Presumably, the original aim of such a program was to enable people resident abroad to return to Russia, which would otherwise, without registration and a place to live, be difficult. Here the term ‘compatriot’ is very misleading since Russia is using the issue of its citizenship to Ukrainians as an element of its aggression against Ukraine. Those Donbas residents who believed the citizenship would give them benefits appear to have been disappointed.
‘Voters’
As reported, on 20 July 2021 Russia’s Central Election Commission issued a decision allowing Donbas residents with Russian citizenship to ‘vote’ online in Russia’s parliamentary elections. Even without the participation of Russia’s pseudo citizens from Donbas, its elections would be illegitimate since they are being held in occupied Crimea and because Russia has either excluded, forced into exile or imprisoned virtually all opposition candidates. Like in Soviet times, the Kremlin’s main concern is turnout for an event whose result is essentially known in advance. Moscow clearly wants interest in the Russian elections to be visible in ‘LDPR’ and for the ruling party to receive support. Soon after the decision, Ukraine’s Centre for Journalist Investigations reported that ‘Russian citizens of LDPR’ were being enrolled in Russia’s ruling ‘United Russia’ party essentially en masse.
A mass campaign began in ‘LDPR’ to persuade those who had received Russian citizenship to obtain SNILS [an Individual Insurance Account Number]. The propaganda was clearly aimed at convincing people that the insurance number would entitle them to Russian social benefits, whereas the only ‘benefit’ (to the Russian authorities) was that they were able to vote online.

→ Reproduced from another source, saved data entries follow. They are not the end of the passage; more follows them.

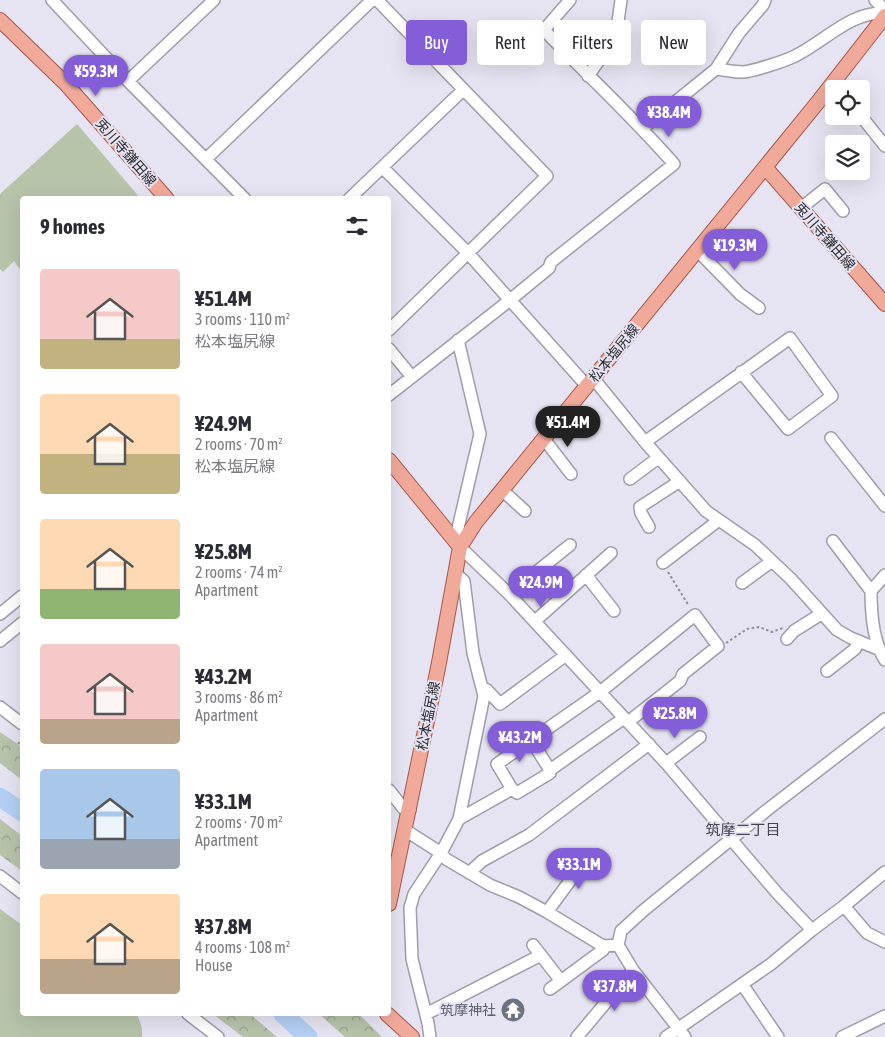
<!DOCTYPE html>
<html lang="en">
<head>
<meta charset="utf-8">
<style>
  body { margin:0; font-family:"Asap Condensed","Noto Sans JP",sans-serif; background:#f2f2f3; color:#2b2b33; height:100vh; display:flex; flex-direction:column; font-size:19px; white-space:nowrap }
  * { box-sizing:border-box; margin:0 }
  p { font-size:16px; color:#7c7c81 }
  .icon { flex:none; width:28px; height:28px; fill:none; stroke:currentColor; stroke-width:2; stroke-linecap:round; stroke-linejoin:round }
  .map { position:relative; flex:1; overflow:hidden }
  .panel { position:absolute; left:20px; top:196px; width:371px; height:820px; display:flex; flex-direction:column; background:#fff; border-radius:5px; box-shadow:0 5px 20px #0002 }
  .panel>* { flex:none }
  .hud { position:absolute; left:406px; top:20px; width:404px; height:45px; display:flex; gap:10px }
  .tools { position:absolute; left:825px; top:80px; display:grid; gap:10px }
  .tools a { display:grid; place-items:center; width:45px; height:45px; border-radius:5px; background:#fff; box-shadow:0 5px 20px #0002; font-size:25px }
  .price { position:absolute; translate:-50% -42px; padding:0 11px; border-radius:18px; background:#835ed8; color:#fff; font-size:16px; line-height:32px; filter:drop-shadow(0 1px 2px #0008) }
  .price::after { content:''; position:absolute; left:50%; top:30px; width:15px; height:11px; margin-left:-8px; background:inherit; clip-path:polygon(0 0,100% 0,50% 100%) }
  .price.current { background:#222; color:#fff }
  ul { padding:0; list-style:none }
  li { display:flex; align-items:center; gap:15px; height:125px; padding:0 20px }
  li span { display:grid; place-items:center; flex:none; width:140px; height:100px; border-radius:5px; color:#555 }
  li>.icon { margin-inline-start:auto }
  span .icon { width:60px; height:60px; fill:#fffc; stroke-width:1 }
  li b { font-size:21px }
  h2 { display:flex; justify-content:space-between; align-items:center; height:60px; padding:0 20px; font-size:21px }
  .tag { padding:0 18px; border-radius:5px; background:#fff; box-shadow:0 5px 20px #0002; font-size:18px; line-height:45px }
  .tag.current { background:#835ed8; color:#fff }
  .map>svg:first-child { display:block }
  .park { fill:url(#park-crowns) }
  .garden { fill:#b7c4aa }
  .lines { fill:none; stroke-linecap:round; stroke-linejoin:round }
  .river { stroke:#b4cff4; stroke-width:19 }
  .minor-casing { stroke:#9f9daa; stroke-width:14 }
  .major-casing { stroke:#a7584a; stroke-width:16 }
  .path { stroke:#8f8d97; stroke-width:2; stroke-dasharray:2.5 2.5; stroke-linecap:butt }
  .minor { stroke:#fff; stroke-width:11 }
  .major { stroke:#f1a99a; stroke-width:14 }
  .labels { text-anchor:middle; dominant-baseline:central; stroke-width:4; stroke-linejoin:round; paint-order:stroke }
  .street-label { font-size:14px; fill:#2e2d32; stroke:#e6e4f2 }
  .worship-label { font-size:14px; fill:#5b616d; stroke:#e6e4f2; text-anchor:end }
  .neighbourhood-label { font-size:15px; fill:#46444f; stroke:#e6e4f2 }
</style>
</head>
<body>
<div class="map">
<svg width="885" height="1037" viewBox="0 0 885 1037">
  <defs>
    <pattern id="park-crowns" width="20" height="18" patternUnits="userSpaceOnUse" patternTransform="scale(1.25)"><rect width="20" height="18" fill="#b7c4aa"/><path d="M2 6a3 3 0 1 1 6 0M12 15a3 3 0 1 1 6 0" fill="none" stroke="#95a08b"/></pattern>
  </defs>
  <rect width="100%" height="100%" fill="#e6e4f2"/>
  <path class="park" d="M0 732 22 747V780L0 763Z
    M0 819 22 836V871L0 855Z
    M213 1014H250L277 1037H243Z
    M319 1014H359L382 1037H345Z"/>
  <path class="garden" d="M77 124 141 199H22V272L14 261 3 272 0 269V194Z
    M0 909 22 925V1014H137L142 1028V1037H0Z"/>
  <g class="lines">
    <path class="river" d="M0 797 22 812
      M283 1014 308 1037"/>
    <defs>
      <path id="minor" d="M52 0 128 81 245 199
        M377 0 547 176 389 330
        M570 0 544 30C587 75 633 117 674 164L551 262 549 268 510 300 587 386
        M875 0 885 10
        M716 69 739 33 763 5 765 0
        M588 76 616 36 621 0
        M128 81 214 0
        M861 116 885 146
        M643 128 716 69C725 70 734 72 743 72 754 71 785 61 795 56 824 42 851 11 885 13
        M206 159 372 0
        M383 168 468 253 510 300 389 395
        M349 199 463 90
        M801 208 825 189 843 211
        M697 250 740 294 759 308
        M389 349 412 377
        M593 378 645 442 706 511 755 545 791 579 837 630 851 638 878 649
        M831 438 885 506
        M544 439 571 474
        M645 442 790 338 832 396 788 429 741 372
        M630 479 658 458
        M502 490 525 511
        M649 527 641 513 640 507 680 481
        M455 541 480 434 458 340
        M833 541 871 591
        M460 547 509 594 666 763 777 893 812 930
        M663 563 719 520
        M586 575 614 611
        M885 575 871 591C871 613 873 642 885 660
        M742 583 772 561
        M509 594 570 545
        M0 614 22 596
        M535 621 611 553
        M787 639 794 631 821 614
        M0 641 22 623
        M827 671 855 649 859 641
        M482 687 487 690 500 704 566 655
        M0 707 22 724
        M666 763 700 737
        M550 770 624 718
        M512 789 517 793 550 773V770L531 740
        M389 790 403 808 410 810
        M459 819 512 789 497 764 600 692 695 615 718 646 683 674 680 681 628 722
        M405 830 441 853 446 859 490 885 519 897 547 912 603 946 618 945
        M469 873 482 861 529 835 649 744
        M0 876 22 893
        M844 906 867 933 885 942
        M547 912 572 878 596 855
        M533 945 561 981
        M742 984 778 1037
        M550 989 603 950 606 946
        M188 1014 218 1037
        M426 1014 541 955
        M430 1037 428 1023 412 959 410 908 414 894 441 853 459 819 484 696 473 653 464 581 455 573
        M577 1037 633 970
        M666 1037 771 964 812 930 844 906 885 872
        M685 1037 633 970 618 945 621 931 644 910 767 810 885 719
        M842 1037 885 1016"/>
      <path id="major" d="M0 20 66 84 167 199
        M765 167 885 304
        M389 460 460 547
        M389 904 438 668 460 547 476 522 818 102 885 16
        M387 1014 412 1037"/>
    </defs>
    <use href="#minor" class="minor-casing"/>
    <use href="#major" class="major-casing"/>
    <path class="path" d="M668 572 689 606
      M726 643 747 629 759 627 772 632 783 628
      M18 744 22 739"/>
    <use href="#minor" class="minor"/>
    <use href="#major" class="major"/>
  </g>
  <defs>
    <symbol id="temple-disc" viewBox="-11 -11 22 22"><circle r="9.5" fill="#6b7280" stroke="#e6e4f2"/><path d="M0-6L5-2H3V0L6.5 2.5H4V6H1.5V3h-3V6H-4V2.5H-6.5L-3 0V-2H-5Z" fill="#fff"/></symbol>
  </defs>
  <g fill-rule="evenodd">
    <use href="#temple-disc" x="499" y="996" width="28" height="28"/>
  </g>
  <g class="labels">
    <g class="street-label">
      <text transform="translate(126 152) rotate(49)">兎川寺鎌田線</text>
      <text transform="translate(825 236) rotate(49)">兎川寺鎌田線</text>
      <text transform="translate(614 353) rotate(-51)">松本塩尻線</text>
      <text transform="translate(428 716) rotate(-79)">松本塩尻線</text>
    </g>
    <g class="worship-label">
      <text x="496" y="1010">筑摩神社</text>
    </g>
    <g class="neighbourhood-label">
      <text x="743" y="829">筑摩二丁目</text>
    </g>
  </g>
</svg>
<div class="tools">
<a><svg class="icon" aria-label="locate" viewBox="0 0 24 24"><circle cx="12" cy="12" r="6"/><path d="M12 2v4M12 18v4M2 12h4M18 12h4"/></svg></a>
<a><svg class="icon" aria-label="layers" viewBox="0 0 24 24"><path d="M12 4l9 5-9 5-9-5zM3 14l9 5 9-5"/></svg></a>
</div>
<b class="price" style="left:96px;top:97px">¥59.3M</b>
<b class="price" style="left:669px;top:138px">¥38.4M</b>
<b class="price" style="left:735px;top:271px">¥19.3M</b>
<b class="price current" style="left:568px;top:448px">¥51.4M</b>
<b class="price" style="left:541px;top:608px">¥24.9M</b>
<b class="price" style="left:675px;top:739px">¥25.8M</b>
<b class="price" style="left:520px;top:763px">¥43.2M</b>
<b class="price" style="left:579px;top:890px">¥33.1M</b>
<b class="price" style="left:615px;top:1012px">¥37.8M</b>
<div class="hud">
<a class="tag current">Buy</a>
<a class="tag">Rent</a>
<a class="tag">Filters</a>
<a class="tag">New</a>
</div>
<section class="panel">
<h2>9 homes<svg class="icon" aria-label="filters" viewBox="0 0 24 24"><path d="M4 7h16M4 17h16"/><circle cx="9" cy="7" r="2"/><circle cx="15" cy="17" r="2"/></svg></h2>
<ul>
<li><span style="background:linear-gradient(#f6c9c9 70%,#c2b280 0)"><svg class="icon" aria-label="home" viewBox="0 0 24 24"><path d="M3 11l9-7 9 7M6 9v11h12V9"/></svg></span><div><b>¥51.4M</b><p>3 rooms · 110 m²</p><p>松本塩尻線</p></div></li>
<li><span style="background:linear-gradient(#ffd9b3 60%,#c2b280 0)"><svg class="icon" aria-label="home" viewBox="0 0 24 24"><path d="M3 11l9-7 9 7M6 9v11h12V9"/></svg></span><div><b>¥24.9M</b><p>2 rooms · 70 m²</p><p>松本塩尻線</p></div></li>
<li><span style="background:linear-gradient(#ffd9b3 70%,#8fb573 0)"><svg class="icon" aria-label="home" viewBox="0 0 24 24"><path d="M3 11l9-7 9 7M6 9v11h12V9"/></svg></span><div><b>¥25.8M</b><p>2 rooms · 74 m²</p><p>Apartment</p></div></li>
<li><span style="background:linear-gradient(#f6c9c9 75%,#b9a48a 0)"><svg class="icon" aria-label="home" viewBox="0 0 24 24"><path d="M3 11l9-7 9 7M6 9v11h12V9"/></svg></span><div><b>¥43.2M</b><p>3 rooms · 86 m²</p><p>Apartment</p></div></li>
<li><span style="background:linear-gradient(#a9c7e8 70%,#9aa5b1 0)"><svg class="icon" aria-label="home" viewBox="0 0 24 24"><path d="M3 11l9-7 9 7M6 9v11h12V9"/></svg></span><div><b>¥33.1M</b><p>2 rooms · 70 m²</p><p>Apartment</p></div></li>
<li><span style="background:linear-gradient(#ffd9b3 65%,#b9a48a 0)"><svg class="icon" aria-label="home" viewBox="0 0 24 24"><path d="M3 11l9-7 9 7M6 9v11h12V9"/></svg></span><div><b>¥37.8M</b><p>4 rooms · 108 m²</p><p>House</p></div></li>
</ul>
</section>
</div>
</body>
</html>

In fact, that does not appear to have produced lots of voters and Radio Svoboda Donbas Realii reported on 14 September that there is very little enthusiasm in ‘LDPR’ for taking part in the elections, with some even trying to leave the area during the voting period from 17-19 September. For many, however, especially public service workers, participation will be compulsory, primarily through being bused to the Rostov oblast in Russia to vote. Individuals asked about their participation admitted that they needed to do so if they wanted to keep their jobs.